21. 人口増加と人口移動にともない、農村コミュニティが担ってきた食料生産、国土保全、環境維持の機能が脆弱化している。人口増加の抑制と環境と調和的な食料生産を実現するために農村開発を行なうことが急務である。
22. 政府は地方生産者にインセンティブを与え、コミュニティが自分の利益を図るための組織化を行なうための適切な法的枠組みを形成するべきである。法そしてメディアそれぞれに地方の人々、特に女性に焦点を当ててそのエンパワーメントを促進するよう注意を払うべきである。いかなるコミュニティ・デベロップメントも女性の人間資源開発を十分に行ない、その力を開発プロセスの中に有機的に統合することなく達成することはできない。

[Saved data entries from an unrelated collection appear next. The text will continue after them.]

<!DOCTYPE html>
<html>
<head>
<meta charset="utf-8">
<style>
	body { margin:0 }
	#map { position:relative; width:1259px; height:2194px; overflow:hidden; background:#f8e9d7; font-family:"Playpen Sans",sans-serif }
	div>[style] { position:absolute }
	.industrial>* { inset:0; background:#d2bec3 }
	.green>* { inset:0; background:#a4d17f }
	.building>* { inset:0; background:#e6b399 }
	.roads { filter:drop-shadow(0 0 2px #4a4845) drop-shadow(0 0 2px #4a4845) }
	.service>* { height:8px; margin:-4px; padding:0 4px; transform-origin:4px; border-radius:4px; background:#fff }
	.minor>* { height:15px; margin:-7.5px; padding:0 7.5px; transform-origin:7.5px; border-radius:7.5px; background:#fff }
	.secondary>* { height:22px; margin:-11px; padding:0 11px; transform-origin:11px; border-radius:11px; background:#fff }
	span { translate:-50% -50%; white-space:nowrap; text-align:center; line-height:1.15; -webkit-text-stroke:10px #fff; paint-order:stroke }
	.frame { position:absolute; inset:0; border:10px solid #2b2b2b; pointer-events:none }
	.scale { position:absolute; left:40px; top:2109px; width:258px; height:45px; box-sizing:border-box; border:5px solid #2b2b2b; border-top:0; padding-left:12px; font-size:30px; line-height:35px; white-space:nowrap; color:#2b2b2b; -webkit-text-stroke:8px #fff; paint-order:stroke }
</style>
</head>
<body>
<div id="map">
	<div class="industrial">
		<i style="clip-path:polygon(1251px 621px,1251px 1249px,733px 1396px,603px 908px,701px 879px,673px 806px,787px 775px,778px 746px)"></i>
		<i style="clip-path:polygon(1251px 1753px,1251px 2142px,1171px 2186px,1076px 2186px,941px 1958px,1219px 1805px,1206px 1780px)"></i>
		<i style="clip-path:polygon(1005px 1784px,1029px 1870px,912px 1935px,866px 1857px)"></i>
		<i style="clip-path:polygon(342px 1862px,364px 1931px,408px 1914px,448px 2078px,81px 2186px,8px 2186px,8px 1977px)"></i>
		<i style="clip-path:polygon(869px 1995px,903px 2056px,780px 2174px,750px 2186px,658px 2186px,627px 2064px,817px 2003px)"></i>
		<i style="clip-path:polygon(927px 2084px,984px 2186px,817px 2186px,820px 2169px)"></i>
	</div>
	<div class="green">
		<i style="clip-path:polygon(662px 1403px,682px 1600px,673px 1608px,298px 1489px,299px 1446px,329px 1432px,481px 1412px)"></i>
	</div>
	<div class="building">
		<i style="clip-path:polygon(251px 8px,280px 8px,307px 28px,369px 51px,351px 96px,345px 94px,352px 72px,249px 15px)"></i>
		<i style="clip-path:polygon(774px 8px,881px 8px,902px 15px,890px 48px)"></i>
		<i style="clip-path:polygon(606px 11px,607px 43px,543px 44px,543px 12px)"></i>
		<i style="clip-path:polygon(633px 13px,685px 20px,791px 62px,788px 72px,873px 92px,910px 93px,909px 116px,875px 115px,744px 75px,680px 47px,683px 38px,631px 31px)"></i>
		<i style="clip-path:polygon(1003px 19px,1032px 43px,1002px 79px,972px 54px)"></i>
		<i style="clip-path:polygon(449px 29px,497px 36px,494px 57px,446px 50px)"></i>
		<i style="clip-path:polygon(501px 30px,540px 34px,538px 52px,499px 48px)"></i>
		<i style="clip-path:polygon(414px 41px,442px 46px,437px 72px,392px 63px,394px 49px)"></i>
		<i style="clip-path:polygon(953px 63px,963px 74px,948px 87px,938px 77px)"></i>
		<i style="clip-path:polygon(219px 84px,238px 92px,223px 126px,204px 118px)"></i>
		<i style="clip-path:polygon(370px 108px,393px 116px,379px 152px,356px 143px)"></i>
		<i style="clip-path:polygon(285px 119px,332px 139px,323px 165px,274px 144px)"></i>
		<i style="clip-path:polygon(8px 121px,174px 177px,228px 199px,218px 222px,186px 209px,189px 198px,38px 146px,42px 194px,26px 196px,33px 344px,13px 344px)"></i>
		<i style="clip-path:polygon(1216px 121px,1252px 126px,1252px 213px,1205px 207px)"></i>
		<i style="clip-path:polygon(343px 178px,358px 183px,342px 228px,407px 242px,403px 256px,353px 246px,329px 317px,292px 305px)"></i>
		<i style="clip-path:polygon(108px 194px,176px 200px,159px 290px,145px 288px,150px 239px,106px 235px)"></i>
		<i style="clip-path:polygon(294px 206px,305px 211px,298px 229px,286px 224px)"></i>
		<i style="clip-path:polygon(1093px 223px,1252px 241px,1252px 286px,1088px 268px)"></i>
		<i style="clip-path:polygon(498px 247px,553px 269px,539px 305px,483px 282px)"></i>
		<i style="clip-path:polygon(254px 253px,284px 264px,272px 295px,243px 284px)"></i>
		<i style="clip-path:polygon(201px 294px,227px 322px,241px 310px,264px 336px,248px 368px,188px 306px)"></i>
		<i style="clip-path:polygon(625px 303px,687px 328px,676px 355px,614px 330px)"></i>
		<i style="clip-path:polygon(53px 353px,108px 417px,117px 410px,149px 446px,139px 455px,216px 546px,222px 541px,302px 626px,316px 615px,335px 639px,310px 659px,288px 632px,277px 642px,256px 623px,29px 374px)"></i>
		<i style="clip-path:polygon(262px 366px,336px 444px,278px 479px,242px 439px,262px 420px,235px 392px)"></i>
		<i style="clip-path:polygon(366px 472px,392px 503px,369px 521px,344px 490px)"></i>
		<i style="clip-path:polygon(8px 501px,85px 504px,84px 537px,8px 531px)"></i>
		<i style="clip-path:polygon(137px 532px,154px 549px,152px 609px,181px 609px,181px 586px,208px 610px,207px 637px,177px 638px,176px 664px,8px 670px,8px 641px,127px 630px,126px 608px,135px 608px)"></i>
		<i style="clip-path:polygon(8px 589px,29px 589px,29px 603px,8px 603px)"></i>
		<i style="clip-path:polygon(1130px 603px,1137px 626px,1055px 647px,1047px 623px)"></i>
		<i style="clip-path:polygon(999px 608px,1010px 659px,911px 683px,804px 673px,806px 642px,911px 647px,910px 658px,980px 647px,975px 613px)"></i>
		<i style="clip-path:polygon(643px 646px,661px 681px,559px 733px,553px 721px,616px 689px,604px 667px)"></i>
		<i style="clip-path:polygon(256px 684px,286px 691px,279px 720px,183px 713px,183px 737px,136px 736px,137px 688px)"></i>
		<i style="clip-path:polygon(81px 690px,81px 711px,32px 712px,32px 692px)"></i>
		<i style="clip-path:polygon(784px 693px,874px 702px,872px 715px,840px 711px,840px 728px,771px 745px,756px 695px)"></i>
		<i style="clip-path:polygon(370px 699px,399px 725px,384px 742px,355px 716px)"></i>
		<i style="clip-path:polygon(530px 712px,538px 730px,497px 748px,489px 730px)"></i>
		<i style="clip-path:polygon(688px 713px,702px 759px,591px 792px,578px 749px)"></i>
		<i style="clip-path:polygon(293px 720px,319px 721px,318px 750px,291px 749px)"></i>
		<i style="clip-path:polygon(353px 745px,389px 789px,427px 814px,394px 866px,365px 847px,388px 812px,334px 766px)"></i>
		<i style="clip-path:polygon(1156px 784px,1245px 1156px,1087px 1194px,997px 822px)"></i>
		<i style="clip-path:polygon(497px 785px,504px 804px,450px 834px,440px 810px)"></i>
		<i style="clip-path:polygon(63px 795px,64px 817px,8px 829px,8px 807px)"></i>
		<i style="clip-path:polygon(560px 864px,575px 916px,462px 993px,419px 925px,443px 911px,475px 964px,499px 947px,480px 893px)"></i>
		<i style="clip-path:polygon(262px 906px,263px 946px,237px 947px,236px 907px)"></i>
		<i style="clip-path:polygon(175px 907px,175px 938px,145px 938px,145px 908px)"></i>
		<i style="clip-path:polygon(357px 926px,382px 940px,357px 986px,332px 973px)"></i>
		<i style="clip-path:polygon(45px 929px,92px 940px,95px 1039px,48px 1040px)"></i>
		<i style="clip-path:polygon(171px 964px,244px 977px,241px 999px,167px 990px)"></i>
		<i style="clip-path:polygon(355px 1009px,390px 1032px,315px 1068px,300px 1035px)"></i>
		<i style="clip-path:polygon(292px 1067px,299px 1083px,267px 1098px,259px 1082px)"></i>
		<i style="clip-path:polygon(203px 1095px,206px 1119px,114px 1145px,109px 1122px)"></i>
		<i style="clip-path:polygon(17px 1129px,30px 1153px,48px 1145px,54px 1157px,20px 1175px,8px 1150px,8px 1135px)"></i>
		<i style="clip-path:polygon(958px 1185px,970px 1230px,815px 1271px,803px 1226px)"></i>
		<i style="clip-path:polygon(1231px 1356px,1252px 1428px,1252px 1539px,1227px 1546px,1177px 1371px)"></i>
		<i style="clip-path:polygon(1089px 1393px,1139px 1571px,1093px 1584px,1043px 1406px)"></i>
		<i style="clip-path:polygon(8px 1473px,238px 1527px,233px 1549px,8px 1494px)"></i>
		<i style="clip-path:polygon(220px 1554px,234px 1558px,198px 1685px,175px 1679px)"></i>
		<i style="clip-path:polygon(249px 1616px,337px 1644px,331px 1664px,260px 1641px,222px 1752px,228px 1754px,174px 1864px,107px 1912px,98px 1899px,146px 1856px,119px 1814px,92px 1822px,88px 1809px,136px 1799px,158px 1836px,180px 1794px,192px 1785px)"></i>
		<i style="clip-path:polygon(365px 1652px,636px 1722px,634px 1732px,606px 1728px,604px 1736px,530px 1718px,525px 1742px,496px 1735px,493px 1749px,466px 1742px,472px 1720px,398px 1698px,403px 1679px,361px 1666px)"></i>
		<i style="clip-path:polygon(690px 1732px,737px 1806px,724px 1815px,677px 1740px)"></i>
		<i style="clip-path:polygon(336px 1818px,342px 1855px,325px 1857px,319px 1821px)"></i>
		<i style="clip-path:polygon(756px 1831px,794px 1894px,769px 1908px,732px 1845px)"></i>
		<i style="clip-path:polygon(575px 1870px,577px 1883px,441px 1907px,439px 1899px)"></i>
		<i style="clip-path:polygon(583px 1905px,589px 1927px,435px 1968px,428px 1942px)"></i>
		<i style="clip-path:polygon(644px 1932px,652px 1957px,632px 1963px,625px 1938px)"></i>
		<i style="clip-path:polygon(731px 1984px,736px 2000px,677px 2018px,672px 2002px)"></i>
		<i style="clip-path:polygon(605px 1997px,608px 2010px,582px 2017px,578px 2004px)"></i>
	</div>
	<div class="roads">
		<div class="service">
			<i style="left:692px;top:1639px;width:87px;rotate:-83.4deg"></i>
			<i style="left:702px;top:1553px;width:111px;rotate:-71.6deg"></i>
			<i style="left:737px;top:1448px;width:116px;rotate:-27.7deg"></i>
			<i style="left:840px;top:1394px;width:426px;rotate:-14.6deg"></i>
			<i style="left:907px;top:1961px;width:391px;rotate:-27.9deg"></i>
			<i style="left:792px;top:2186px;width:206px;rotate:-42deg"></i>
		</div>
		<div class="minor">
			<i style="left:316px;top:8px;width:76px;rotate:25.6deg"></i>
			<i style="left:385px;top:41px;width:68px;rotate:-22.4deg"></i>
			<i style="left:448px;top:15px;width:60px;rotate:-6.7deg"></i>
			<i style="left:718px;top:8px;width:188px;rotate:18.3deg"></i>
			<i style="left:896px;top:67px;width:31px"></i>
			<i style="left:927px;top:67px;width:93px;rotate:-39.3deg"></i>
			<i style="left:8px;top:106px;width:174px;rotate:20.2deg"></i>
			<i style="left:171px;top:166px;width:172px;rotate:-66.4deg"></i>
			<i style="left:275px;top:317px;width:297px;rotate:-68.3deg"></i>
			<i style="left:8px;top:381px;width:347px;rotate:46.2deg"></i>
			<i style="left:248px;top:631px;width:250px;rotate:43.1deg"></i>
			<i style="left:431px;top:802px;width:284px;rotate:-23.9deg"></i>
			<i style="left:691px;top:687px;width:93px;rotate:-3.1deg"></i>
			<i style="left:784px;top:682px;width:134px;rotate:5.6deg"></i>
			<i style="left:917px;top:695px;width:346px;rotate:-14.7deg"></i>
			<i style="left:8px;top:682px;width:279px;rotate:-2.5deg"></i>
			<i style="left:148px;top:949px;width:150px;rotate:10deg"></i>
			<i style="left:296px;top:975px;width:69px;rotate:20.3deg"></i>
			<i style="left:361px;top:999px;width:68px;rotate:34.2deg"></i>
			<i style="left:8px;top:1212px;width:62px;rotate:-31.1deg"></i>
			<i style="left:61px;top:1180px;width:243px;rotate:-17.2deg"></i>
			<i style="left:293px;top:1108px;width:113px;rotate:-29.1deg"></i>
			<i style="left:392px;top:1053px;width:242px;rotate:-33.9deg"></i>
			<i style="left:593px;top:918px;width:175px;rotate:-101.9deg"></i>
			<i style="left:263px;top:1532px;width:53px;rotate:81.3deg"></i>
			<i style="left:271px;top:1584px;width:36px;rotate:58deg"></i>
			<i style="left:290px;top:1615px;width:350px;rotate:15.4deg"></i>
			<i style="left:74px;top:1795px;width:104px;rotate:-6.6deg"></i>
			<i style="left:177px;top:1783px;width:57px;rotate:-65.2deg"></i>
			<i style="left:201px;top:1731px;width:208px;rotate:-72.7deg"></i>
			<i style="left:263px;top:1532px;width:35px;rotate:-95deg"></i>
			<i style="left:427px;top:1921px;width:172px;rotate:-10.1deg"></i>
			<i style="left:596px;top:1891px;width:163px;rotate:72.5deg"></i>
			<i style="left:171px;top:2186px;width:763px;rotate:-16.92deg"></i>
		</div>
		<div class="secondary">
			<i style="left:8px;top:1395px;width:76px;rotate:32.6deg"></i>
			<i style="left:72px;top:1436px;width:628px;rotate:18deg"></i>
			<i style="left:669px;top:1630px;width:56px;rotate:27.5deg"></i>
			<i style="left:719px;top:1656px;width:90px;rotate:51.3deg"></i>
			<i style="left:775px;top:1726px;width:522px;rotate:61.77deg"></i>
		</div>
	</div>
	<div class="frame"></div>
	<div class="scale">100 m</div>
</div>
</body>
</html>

23. 多くの社会で農民は十分な社会的・経済的な力を持っていず、各国の政策は農民にとって身近なものと感じられないでいる。一部先進国の農民は大きな力を持っているが、多くの場合、その力を根本的な変革の阻止に使っている。すべての農民の力を経済・社会的に有意義に使うべきである。
24. 国際人口開発会議行動計画で定義された意味における家族計画と性行動に関する健康を含むリプロダクティブ・ヘルス・サービスを利用できるようにすることで、農村地域および農業共同体におけるリプロダクティブ・ライツを確保する。

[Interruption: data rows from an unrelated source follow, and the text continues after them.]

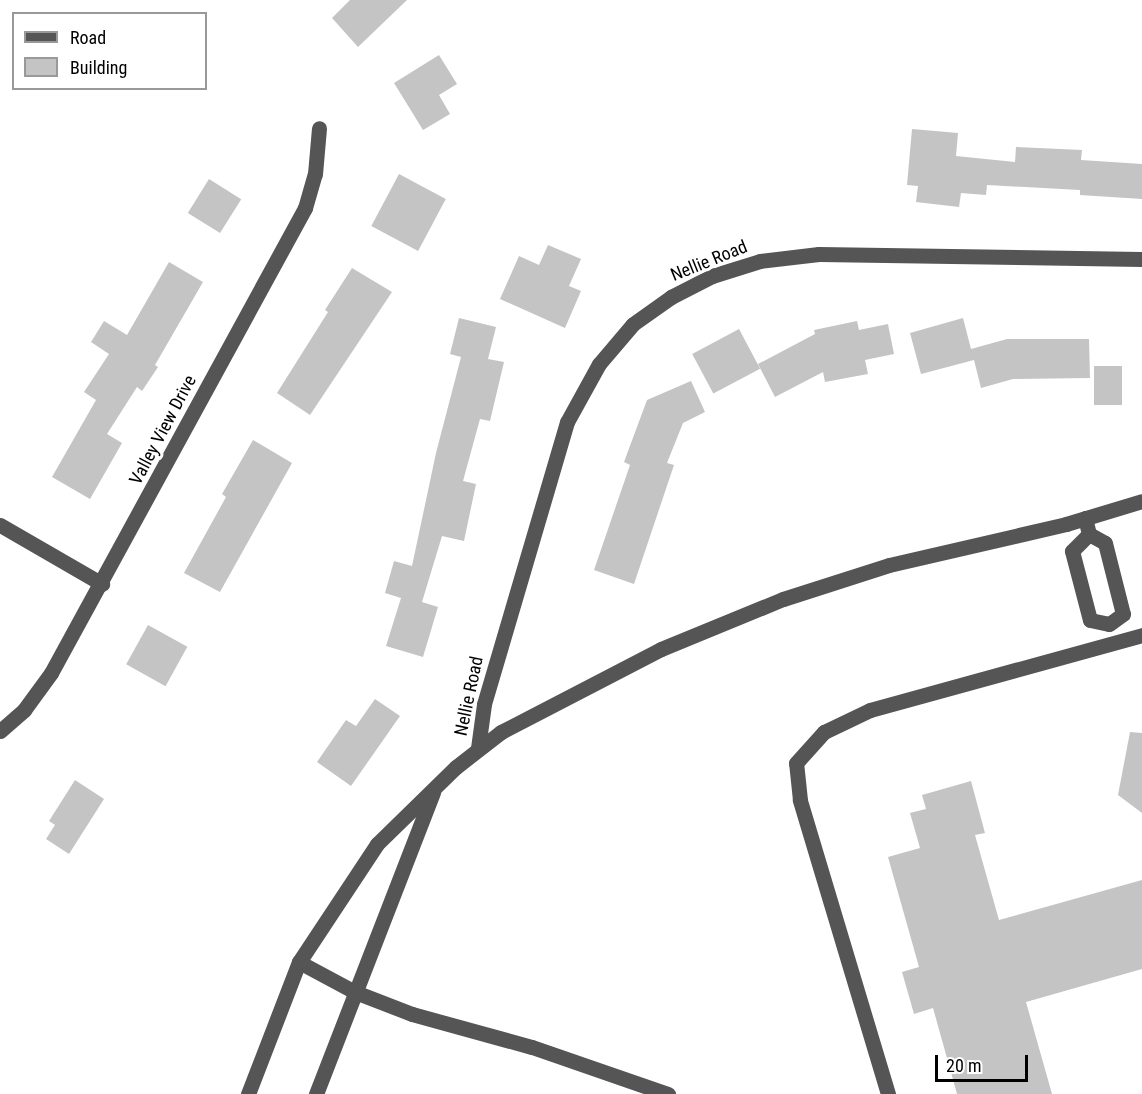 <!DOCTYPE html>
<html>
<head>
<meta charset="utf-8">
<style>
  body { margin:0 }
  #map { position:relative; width:1142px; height:1094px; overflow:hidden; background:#fff; font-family:"Roboto Condensed",sans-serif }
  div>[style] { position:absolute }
  .building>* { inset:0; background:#c4c4c4; transform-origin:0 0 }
  .minor>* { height:15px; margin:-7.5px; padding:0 7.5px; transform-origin:7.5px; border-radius:7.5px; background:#555 }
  span { translate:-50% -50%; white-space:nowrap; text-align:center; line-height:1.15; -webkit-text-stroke:6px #fff; paint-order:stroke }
  .street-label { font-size:18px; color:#000 }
  .legend { position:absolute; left:12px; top:12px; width:195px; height:78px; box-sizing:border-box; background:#fff; border:2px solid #999; margin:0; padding:8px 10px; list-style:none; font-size:18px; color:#000 }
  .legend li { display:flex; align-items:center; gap:12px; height:30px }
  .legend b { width:30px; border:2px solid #999 }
  .scale { position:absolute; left:935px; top:1055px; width:93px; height:27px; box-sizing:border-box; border:3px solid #000; border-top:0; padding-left:8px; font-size:18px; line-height:21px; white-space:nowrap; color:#000; -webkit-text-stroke:4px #fff; paint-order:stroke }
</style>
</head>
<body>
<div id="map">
  <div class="building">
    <i style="clip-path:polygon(350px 0,407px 0,358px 47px,332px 18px)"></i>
    <i style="clip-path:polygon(439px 55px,457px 84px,439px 95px,450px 114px,423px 130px,394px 83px)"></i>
    <i style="clip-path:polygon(912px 129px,958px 133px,956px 156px,1015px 162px,1016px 147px,1082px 150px,1081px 160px,1142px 164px,1142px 199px,1080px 195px,1080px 190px,987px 185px,986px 195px,961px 193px,959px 207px,916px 202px,918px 186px,907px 185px)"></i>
    <i style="left:399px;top:174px;width:53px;height:59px;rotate:28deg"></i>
    <i style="left:209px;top:179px;width:38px;height:40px;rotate:32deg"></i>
    <i style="clip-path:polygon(548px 245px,581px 259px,569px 286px,581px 291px,565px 328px,500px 299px,519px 256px,539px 265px)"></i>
    <i style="clip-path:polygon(169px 262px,203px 282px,155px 365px,158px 367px,142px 391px,137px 387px,107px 434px,122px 443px,90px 499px,52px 477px,96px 400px,84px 392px,109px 354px,91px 342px,104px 321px,127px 335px)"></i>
    <i style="clip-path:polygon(352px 268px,392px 292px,310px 415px,277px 393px,328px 312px,325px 310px)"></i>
    <i style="clip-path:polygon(459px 318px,496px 327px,488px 359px,504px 362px,490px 421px,480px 419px,463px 481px,476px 484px,464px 541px,442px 536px,422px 602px,438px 607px,423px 657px,386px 646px,401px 598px,385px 593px,394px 561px,412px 566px,436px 453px,461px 357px,450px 354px)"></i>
    <i style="clip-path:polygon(963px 318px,971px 349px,1007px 339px,1089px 339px,1090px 378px,1013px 379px,981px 388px,974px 360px,921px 374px,910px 333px)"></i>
    <i style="clip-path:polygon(857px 321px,859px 330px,888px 324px,894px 354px,865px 360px,868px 374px,825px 382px,823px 372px,775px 397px,758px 364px,815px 334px,814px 330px)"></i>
    <i style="left:739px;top:329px;width:45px;height:53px;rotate:62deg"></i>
    <i style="left:1094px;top:366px;width:28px;height:39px"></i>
    <i style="clip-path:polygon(691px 381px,705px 412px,683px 423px,667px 463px,674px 465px,634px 584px,594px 570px,630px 465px,624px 462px,647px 400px)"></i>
    <i style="clip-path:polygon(253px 440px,292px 463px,220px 592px,184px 573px,226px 497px,222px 494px)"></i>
    <i style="left:148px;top:625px;width:45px;height:45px;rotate:29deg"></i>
    <i style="clip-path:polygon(375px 699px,400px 716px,351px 786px,317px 762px,346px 720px,356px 726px)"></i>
    <i style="clip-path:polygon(1130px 732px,1142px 733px,1142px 813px,1118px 795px)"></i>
    <i style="clip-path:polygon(75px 780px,104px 799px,69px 854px,46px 839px,55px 825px,49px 821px)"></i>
    <i style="clip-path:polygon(971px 781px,985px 833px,975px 835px,999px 920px,1142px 880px,1142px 969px,1026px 1002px,1052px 1094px,957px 1094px,933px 1008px,914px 1014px,902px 972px,919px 967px,888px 857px,920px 848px,910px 813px,926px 809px,922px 795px)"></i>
  </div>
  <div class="minor">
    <i style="left:1085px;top:518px;width:16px;rotate:76deg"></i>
    <i style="left:1089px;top:534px;width:18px;rotate:29deg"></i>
    <i style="left:1105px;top:543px;width:73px;rotate:75.8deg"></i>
    <i style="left:1123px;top:614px;width:17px;rotate:144deg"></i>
    <i style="left:0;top:525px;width:118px;rotate:30deg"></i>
    <i style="left:1089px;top:534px;width:24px;rotate:135deg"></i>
    <i style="left:1072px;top:551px;width:71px;rotate:75.4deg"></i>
    <i style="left:1090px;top:620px;width:19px;rotate:12deg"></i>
    <i style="left:0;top:731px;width:32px;rotate:-41deg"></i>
    <i style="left:24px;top:710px;width:46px;rotate:-53.9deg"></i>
    <i style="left:51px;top:673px;width:530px;rotate:-61.36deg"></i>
    <i style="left:305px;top:208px;width:35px;rotate:-74deg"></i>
    <i style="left:315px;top:174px;width:46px;rotate:-85deg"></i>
    <i style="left:478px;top:748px;width:44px;rotate:-82.2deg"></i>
    <i style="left:484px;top:704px;width:294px;rotate:-73.6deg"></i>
    <i style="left:567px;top:422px;width:66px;rotate:-61.1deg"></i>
    <i style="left:599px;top:364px;width:52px;rotate:-49.6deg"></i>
    <i style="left:633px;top:324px;width:47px;rotate:-35.4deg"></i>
    <i style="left:671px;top:297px;width:46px;rotate:-27.1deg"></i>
    <i style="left:712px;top:276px;width:50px;rotate:-17.4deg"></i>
    <i style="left:760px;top:261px;width:59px;rotate:-6.8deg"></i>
    <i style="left:819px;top:254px;width:323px;rotate:0.9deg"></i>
    <i style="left:299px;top:962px;width:64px;rotate:28.2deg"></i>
    <i style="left:355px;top:992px;width:61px;rotate:21.1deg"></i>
    <i style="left:412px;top:1014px;width:124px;rotate:15.4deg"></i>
    <i style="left:532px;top:1047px;width:144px;rotate:19.1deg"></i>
    <i style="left:248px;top:1094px;width:142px;rotate:-68.9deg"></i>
    <i style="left:299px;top:962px;width:141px;rotate:-56.5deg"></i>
    <i style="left:377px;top:844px;width:110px;rotate:-44.3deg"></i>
    <i style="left:456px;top:767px;width:57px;rotate:-37.9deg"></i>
    <i style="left:501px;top:732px;width:180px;rotate:-27.4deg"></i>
    <i style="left:661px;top:649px;width:132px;rotate:-22.3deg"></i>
    <i style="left:783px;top:599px;width:111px;rotate:-17.8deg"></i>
    <i style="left:889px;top:565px;width:182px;rotate:-13deg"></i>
    <i style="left:1066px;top:524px;width:79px;rotate:-16.8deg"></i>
    <i style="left:316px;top:1094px;width:324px;rotate:-68.8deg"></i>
    <i style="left:888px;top:1094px;width:307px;rotate:-106.7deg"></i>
    <i style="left:800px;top:800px;width:37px;rotate:-96deg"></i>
    <i style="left:796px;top:763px;width:42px;rotate:-47.9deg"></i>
    <i style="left:824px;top:732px;width:51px;rotate:-25.6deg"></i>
    <i style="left:870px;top:710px;width:282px;rotate:-15.4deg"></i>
  </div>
  <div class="street-label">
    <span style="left:709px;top:261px;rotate:-22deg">Nellie Road</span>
    <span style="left:163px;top:430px;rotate:-62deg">Valley View Drive</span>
    <span style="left:469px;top:696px;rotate:-78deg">Nellie Road</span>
  </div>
  <ul class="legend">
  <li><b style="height:8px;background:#555"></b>Road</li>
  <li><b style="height:16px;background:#c4c4c4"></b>Building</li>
  </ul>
  <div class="scale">20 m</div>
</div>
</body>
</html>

25. 人口分布の適性化を行ない、活力ある地域開発を行なう上でも、中小都市の開発を行なう。地方の中小都市の開発を十分に行なうことで大都市への一極集中を防ぎ、環境と調和的な農村地域の開発を行なう。このような開発は人口の大都市への過度の集中を防ぎ、環境と調和的な農村の開発を促進するであろう。
26. 人口、持続的な食料生産、環境保護、社会開発は相互補強的かつ相互依存的な関係にある。これらの分野の問題解決を成功させ、速やかに実施するためには包括的かつ学際的な取り組みと、公的専門諸機関の連携が必要である。
27. 適切な対応策をとるためには、食料不足と栄養不良にあえいでいる人の参加が必要であり、世界食料サミットにおいては食料安全保障、人口プログラムの改善を行なう上でどのような参加型のアプローチをとるべきであるか検討するべきである。女性および女児の教育の向上および社会参加は、リプロダクティブ・ヘルスにおける選択権のみならず金融制度の利用、農業技術、栄養資源の利用の拡大をもたらし、家庭およびコミュニティにおける(女性の)意思決定を容易にする。
28. これまでの国会議員会議で決議されてきたように、これらの問題の解決には平和と、参加、協力と学際的なアプローチが不可欠かつ緊喫の課題である。私たちアジアの国会議員は、ともに働き、共通に直面している課題を解決に導くことによってのみ、人類の未来を築き上げることを再確認し、私たちの決意の現われとしてこのステイトメントを提出する。